Biological clocks in theory and experiments

BMC Bioinformatics20056(Suppl 3):S2

https://doi.org/10.1186/1471-2105-6-S3-S2

Published: 21 September 2005

Eukaryotes and some prokaryotes have adapted to the 24 h day/night cycle by evolving circadian clocks. The circadian clock now controls 24-hour rhythms in very many aspects of metabolism, physiology and behaviour. Day-length (photoperiod) measurement depends on the circadian clock, so the 24 h clock mechanism also governs seasonal rhythms, such as reproduction. In the model plant species, Arabidopsis thaliana, the clock controls the expression of about 10% of genes, and this proportion is similar in other eukaryotes. Fundamental properties of the clock are shared across taxonomic groups, such as phase resetting by light signals and temperature compensation of the circadian period.

All the known clock mechanisms include a gene circuit with negative feedback, involving 24 h rhythms in the levels of positive- and negatively-acting transcriptional regulators. Molecular genetics has identified 5–15 genes that are involved in constructing these regulatory loops in cyanobacteria, Drosophila, Neurospora, Arabidopsis and mouse, though other components almost certainly remain to be discovered.
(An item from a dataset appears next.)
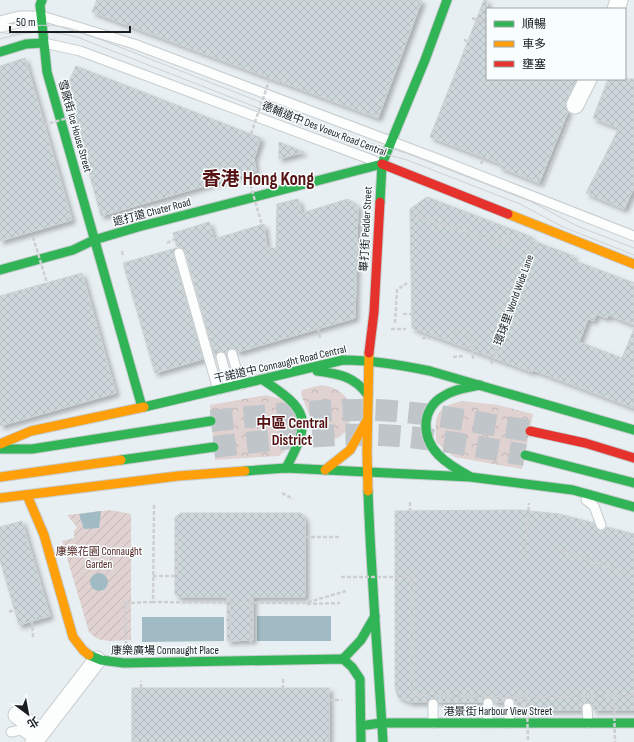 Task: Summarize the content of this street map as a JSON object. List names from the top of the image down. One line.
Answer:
{"streets":{"main road":["雪廠街 Ice House Street","德輔道中 Des Voeux Road Central","遮打道 Chater Road","畢打街 Pedder Street","干諾道中 Connaught Road Central","康樂廣場 Connaught Place","港景街 Harbour View Street"],"path":["環球里 World Wide Lane"]},"crossings":[["雪廠街 Ice House Street","德輔道中 Des Voeux Road Central"],["雪廠街 Ice House Street","遮打道 Chater Road"],["雪廠街 Ice House Street","干諾道中 Connaught Road Central"],["德輔道中 Des Voeux Road Central","遮打道 Chater Road"],["德輔道中 Des Voeux Road Central","畢打街 Pedder Street"],["遮打道 Chater Road","畢打街 Pedder Street"],["畢打街 Pedder Street","干諾道中 Connaught Road Central"]],"districts":["香港 Hong Kong","中區 Central District"],"parks":["康樂花園 Connaught Garden"],"legend":["順暢","車多","壅塞"],"scale_bar":"50 m","north":"bottom right"} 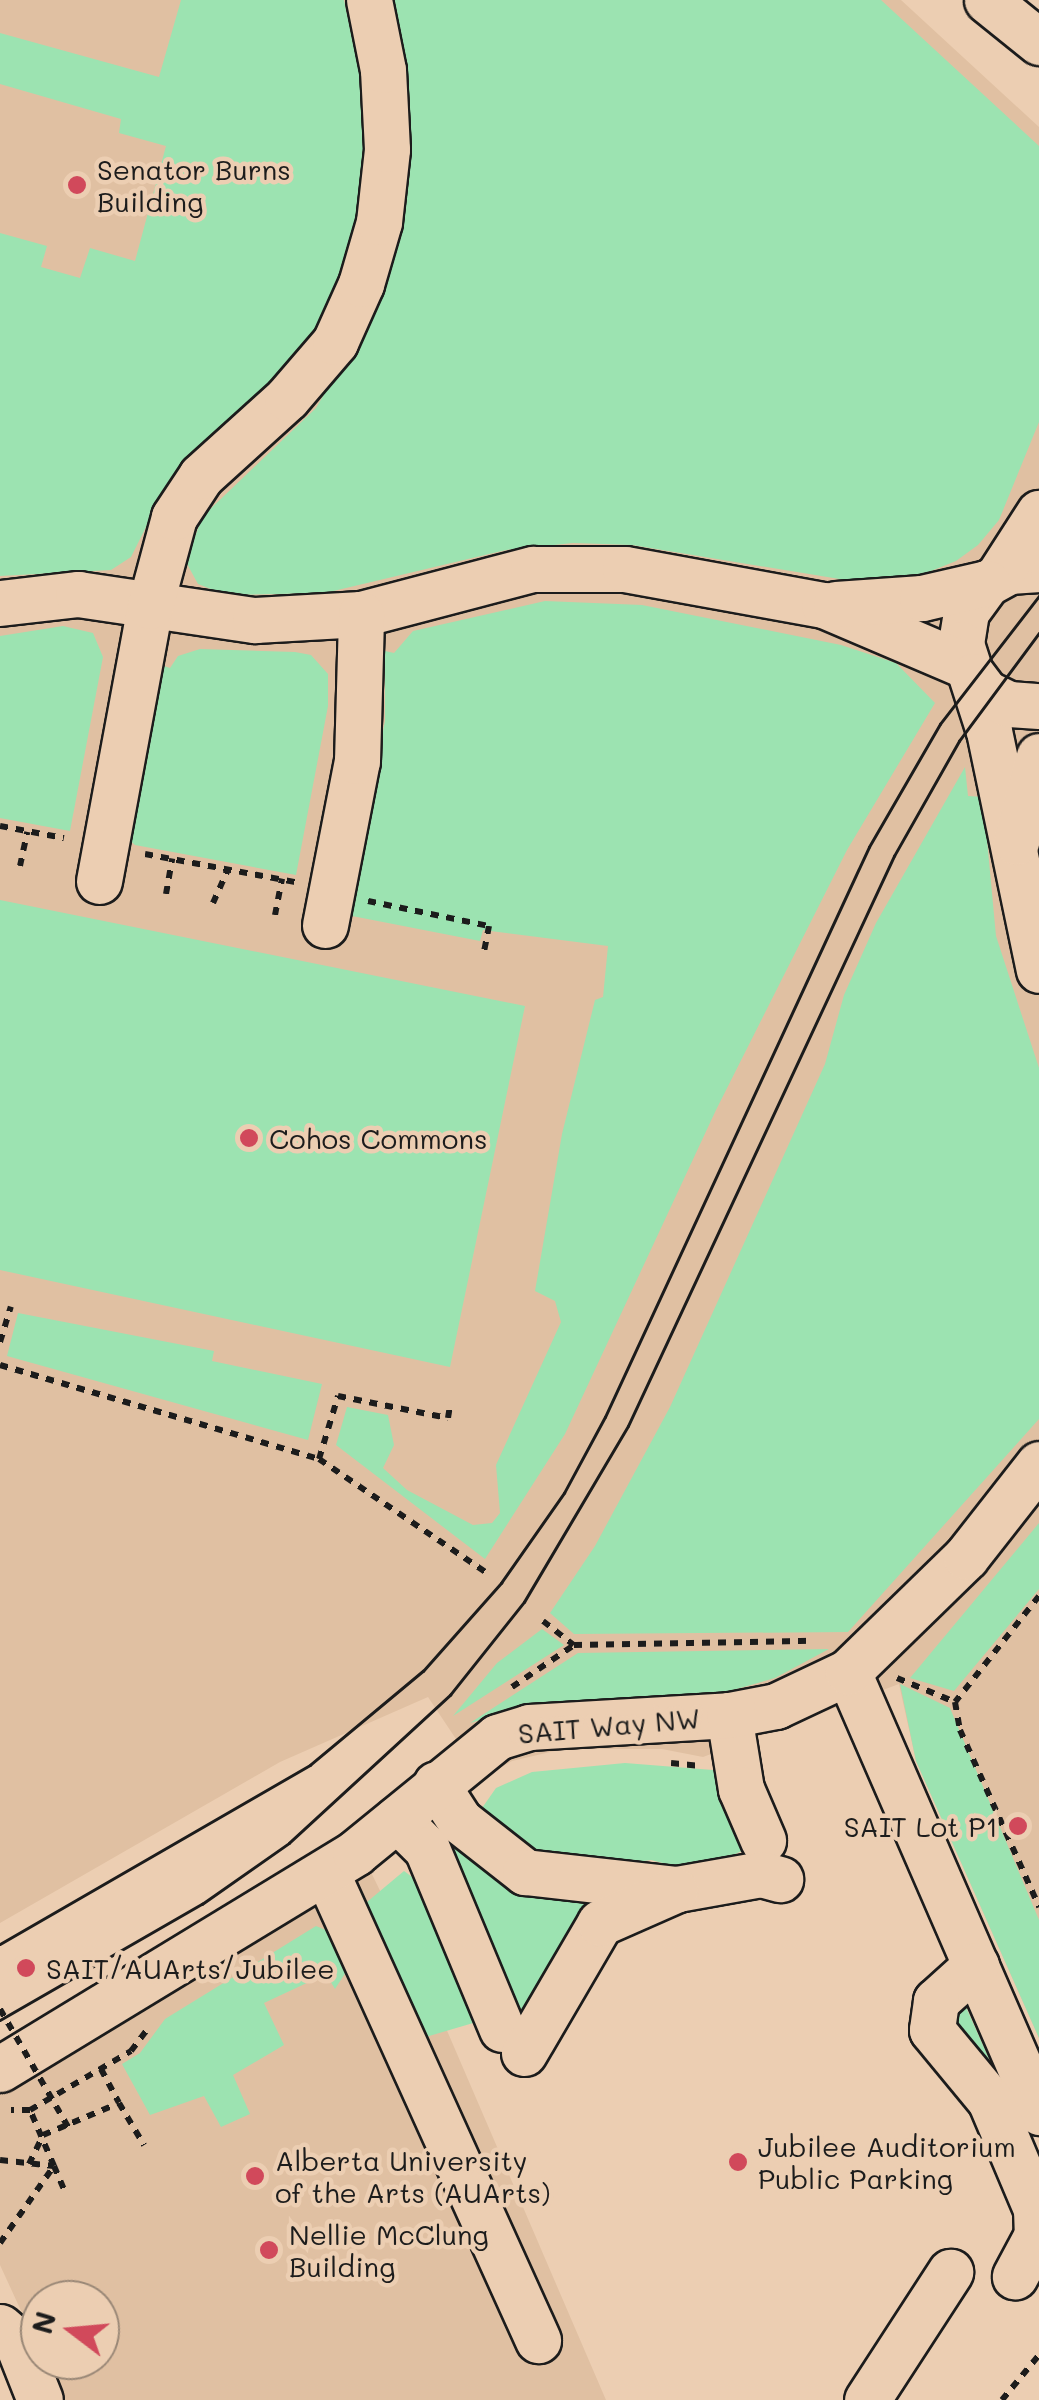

The protein sequences of the clock components are largely distinct to each taxonomic group but some features of the regulatory circuits are shared among groups, suggesting that the circuit architecture may be important for clock function. Circadian regulation is ubiquitous, pervasive and has complex properties, yet the number of components in the clock is relatively small, making this an excellent prototype for reverse engineering of a genetic sub-network.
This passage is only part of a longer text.